I would not trust them at highway speeds. Get some new tires and you will feel alot safer. Check the mtc records and make sure the fluids were changed on time not miles. I got my uncles truck and the antifreeze was never changed. He never reached the proper mileage according to the book. The radiator was leaking and I replaced it and the hoses. Then the increased pressure caused the heater core to blow. I replaced it and all was fine. Make sure the Timing belt was changed.
Because the car was garaged, the tires have not had as much UV radiation on them as tires that are outdoors all the time, but they are still subject to oxidation. I think you can trust them to get you to the tire store though.
See these articles:
As long as there is no visible cracking, and since the car was parked in a garage and not exposed to sunlight, I expect they are still good to go. Do a routine visible check on them starting once a week, then once a month at least though to make sure some hidden damage such as delamination isn’t emerging.
You just got a free car. Spend a few bucks on a new set of tires.

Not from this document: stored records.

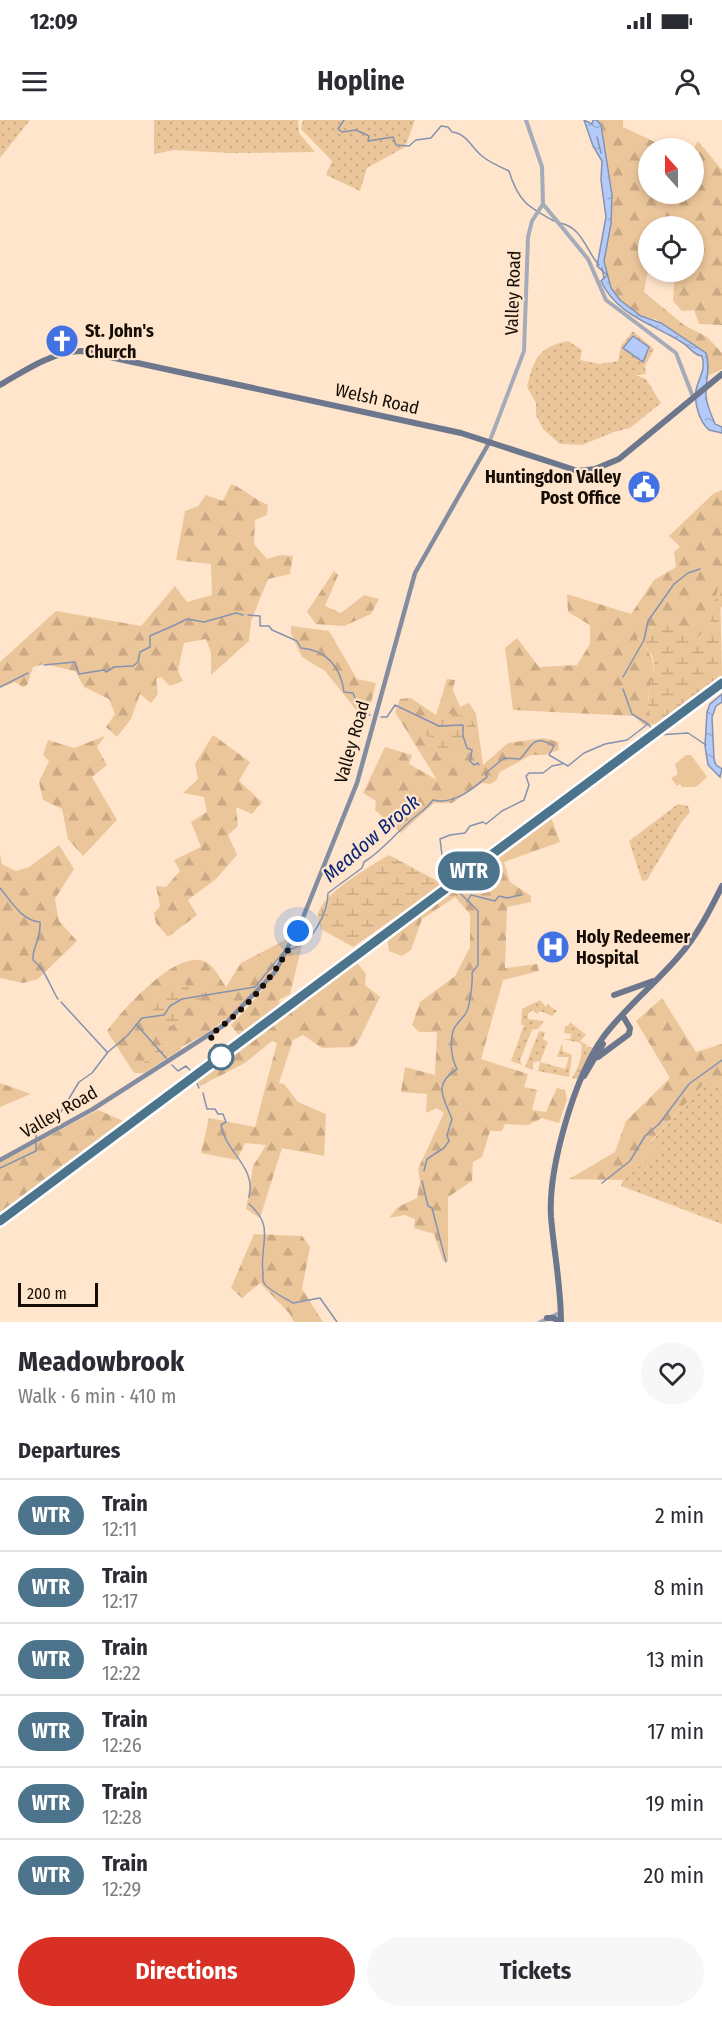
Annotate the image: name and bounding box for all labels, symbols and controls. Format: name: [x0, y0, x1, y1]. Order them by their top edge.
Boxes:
text: 12:09: [30, 8, 78, 35]
icon: menu: [18, 65, 51, 98]
text: Hopline: [317, 65, 405, 97]
icon: person: [671, 65, 704, 98]
north arrow: [638, 138, 704, 204]
map controls: [638, 138, 704, 282]
button: locate: [638, 216, 704, 282]
street label: Valley Road: [501, 250, 525, 336]
place label: St. John's Church: [85, 320, 154, 363]
church icon: St. John's Church: [44, 323, 80, 359]
street label: Welsh Road: [333, 379, 421, 419]
place label: Huntingdon Valley Post Office: [485, 466, 621, 509]
public building icon: Huntingdon Valley Post Office: [626, 469, 662, 505]
street label: Valley Road: [330, 698, 374, 786]
water label: Meadow Brook: [318, 789, 425, 887]
line badge: WTR: [434, 852, 504, 891]
text: WTR: [450, 858, 488, 884]
your location: [283, 916, 313, 946]
place label: Holy Redeemer Hospital: [576, 926, 690, 969]
hospital icon: Holy Redeemer Hospital: [535, 929, 571, 965]
unlabelled marker: [208, 1044, 234, 1070]
street label: Valley Road: [17, 1081, 101, 1143]
scale bar: [18, 1280, 98, 1308]
text: 200 m: [27, 1284, 67, 1303]
button: heart: [641, 1342, 704, 1405]
text: Meadowbrook: [18, 1345, 184, 1378]
text: Walk · 6 min · 410 m: [18, 1384, 176, 1408]
text: Departures: [18, 1437, 120, 1464]
text: Train: [102, 1490, 148, 1517]
text: WTR: [32, 1502, 70, 1528]
text: 2 min: [655, 1502, 704, 1529]
text: 12:11: [102, 1517, 137, 1541]
text: Train: [102, 1562, 148, 1589]
text: WTR: [32, 1574, 70, 1600]
text: 8 min: [654, 1574, 704, 1601]
text: 12:17: [102, 1589, 138, 1613]
text: Train: [102, 1634, 148, 1661]
text: WTR: [32, 1646, 70, 1672]
text: 13 min: [646, 1646, 704, 1673]
text: 12:22: [102, 1661, 141, 1685]
text: Train: [102, 1706, 148, 1733]
text: WTR: [32, 1718, 70, 1744]
text: 17 min: [647, 1718, 704, 1745]
text: 12:26: [102, 1733, 142, 1757]
text: Train: [102, 1778, 148, 1805]
text: WTR: [32, 1790, 70, 1816]
text: 19 min: [646, 1790, 704, 1817]
text: 12:28: [102, 1805, 142, 1829]
text: Train: [102, 1850, 148, 1877]
text: WTR: [32, 1862, 70, 1888]
text: 20 min: [644, 1862, 704, 1889]
text: 12:29: [102, 1877, 141, 1901]
button: Directions: [18, 1937, 355, 2006]
button: Tickets: [367, 1937, 704, 2006]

I think you’ll find that every tire and vehicle manufacturer either says to replace your tires before the 10 year mark (or less) or they say nothing at all.
So replace them and ease your mind.
My belief (and I would like CapriRacer to correct me if I am wrong) is that by this time, the rubber compound has become hard and less pliable than it was originally. That would lead to traction problems on a rainy road. So…if my belief is correct, those tires would be unsafe even if there is no visible cracking on the side walls.

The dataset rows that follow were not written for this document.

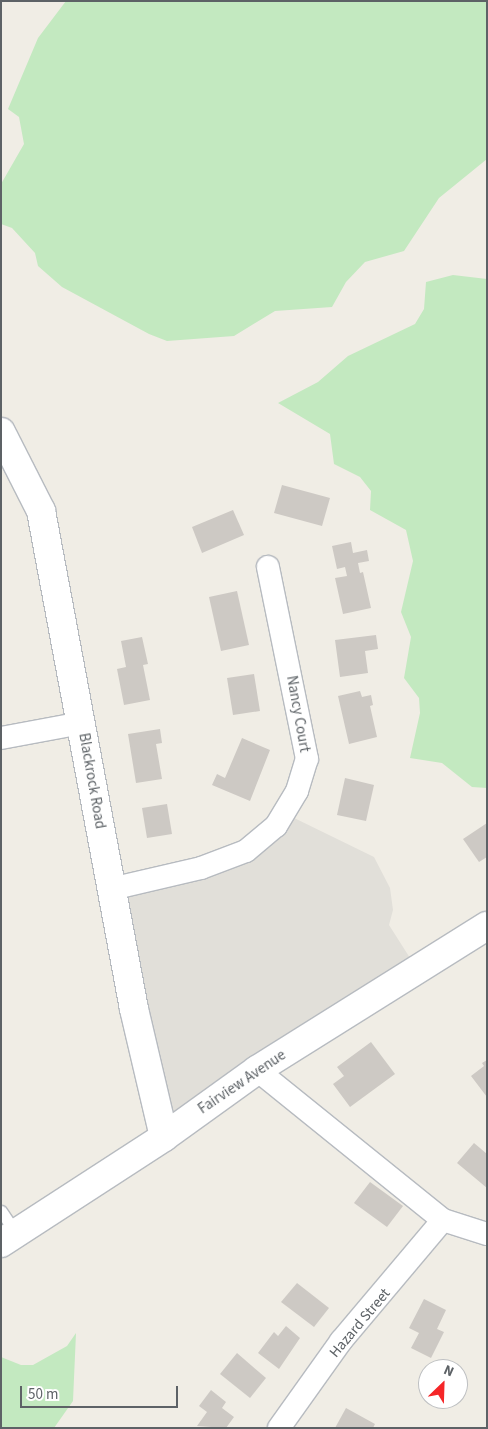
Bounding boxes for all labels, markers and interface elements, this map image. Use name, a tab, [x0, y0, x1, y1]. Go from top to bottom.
street label: Nancy Court	[282, 674, 314, 754]
street label: Blackrock Road	[75, 732, 109, 830]
street label: Fairview Avenue	[195, 1046, 289, 1118]
street label: Hazard Street	[326, 1285, 394, 1361]
north arrow	[418, 1359, 468, 1409]
text: N	[440, 1360, 457, 1382]
scale bar	[22, 1376, 180, 1408]
text: 50 m	[28, 1384, 58, 1405]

So…what say you, CapriRacer?
Is this theory correct about rubber compounds becoming hard and less pliable over time?
@VDCdriver - I agree with you, old tires harden up, lose some traction, especially in wet whether. Another good reason to replace them.
And that happens even if the tire’s out of the sun. Ozone also has damages tires.
Thank you all for responding to my question. I will buy new tires for my 2002 Avalon. The TireRack website is excellent. It led me to Michelin Primacies.
Excellent tires. A little pricey, but well worth it.
It’s not UV light that decays tires it’s ozone.
You are correct, but that is NOT the reason time limits are placed on tires. It has to do with the fatigue resistance of the internal rubber compounds - which deteriorates with age. An old tire is much more prone to failure - very dangerous.